- **Work instruction**:
Each record below is to be retyped exactly, with its pictures omitted.

- **Data section**:

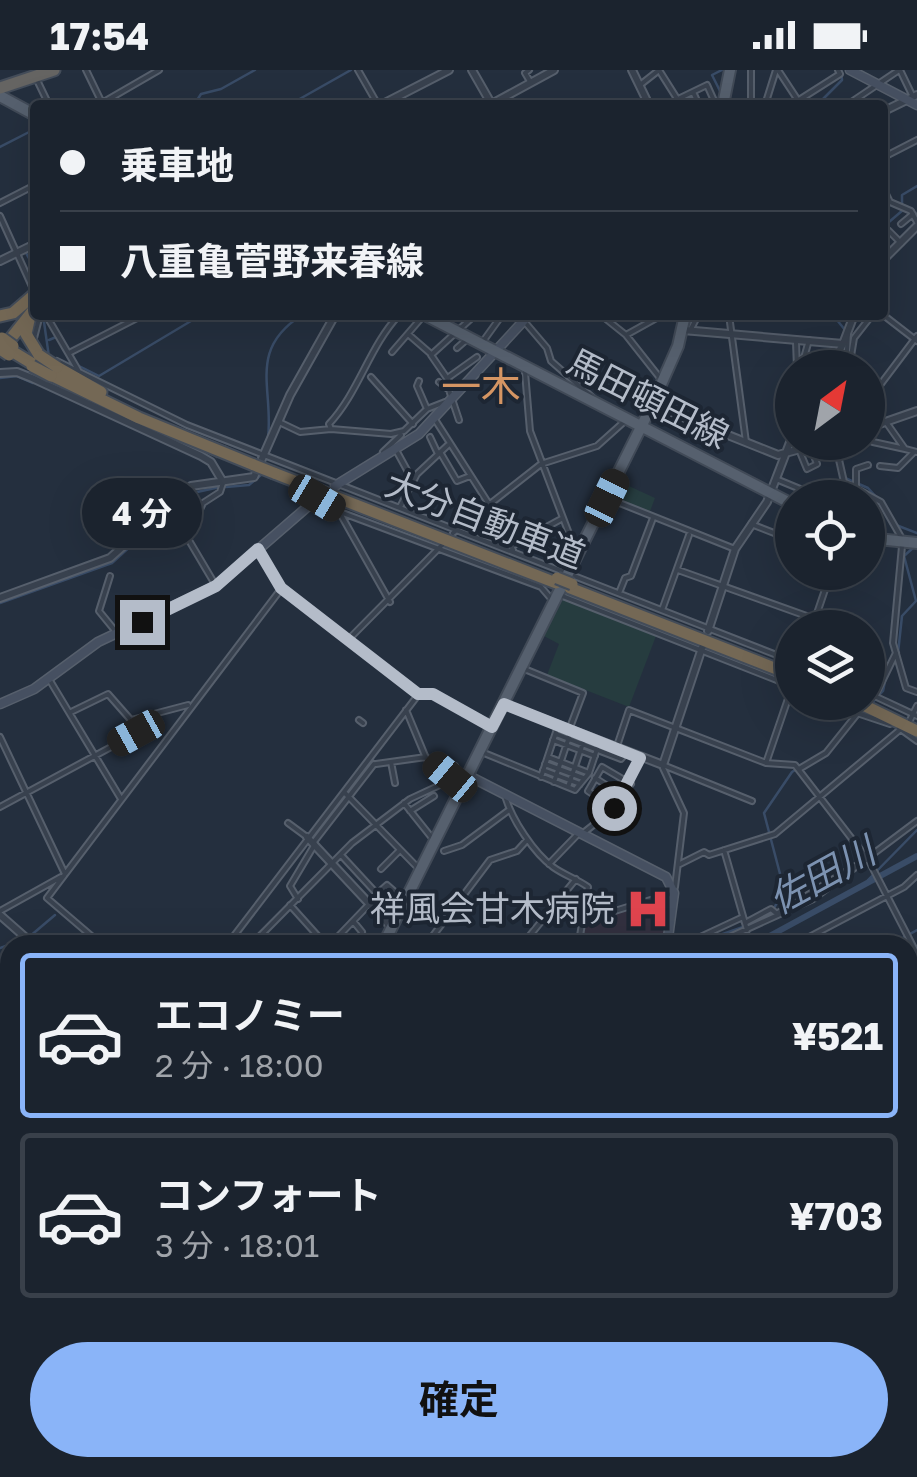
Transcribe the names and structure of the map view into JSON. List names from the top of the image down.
{
  "streets": {
    "highway": ["大分自動車道"],
    "main road": ["馬田頓田線"]
  },
  "districts": ["一木"],
  "water": ["佐田川"],
  "places": {
    "hospital": ["祥風会甘木病院"]
  },
  "north": "top right",
  "page": {
    "status": "17:54",
    "banner": ["乗車地", "八重亀菅野来春線"],
    "bubble": "4 分",
    "list": [
      {
        "name": "エコノミー",
        "note": "2 分 · 18:00",
        "value": "¥521"
      },
      {
        "name": "コンフォート",
        "note": "3 分 · 18:01",
        "value": "¥703"
      }
    ],
    "buttons": "確定"
  }
}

- **Response to the exercise**:
Transcribe the names and structure of the map view into JSON. List names from the top of the image down.
{
  "streets": {
    "highway": ["大分自動車道"],
    "main road": ["馬田頓田線"]
  },
  "districts": ["一木"],
  "water": ["佐田川"],
  "places": {
    "hospital": ["祥風会甘木病院"]
  },
  "north": "top right",
  "page": {
    "status": "17:54",
    "banner": ["乗車地", "八重亀菅野来春線"],
    "bubble": "4 分",
    "list": [
      {
        "name": "エコノミー",
        "note": "2 分 · 18:00",
        "value": "¥521"
      },
      {
        "name": "コンフォート",
        "note": "3 分 · 18:01",
        "value": "¥703"
      }
    ],
    "buttons": "確定"
  }
}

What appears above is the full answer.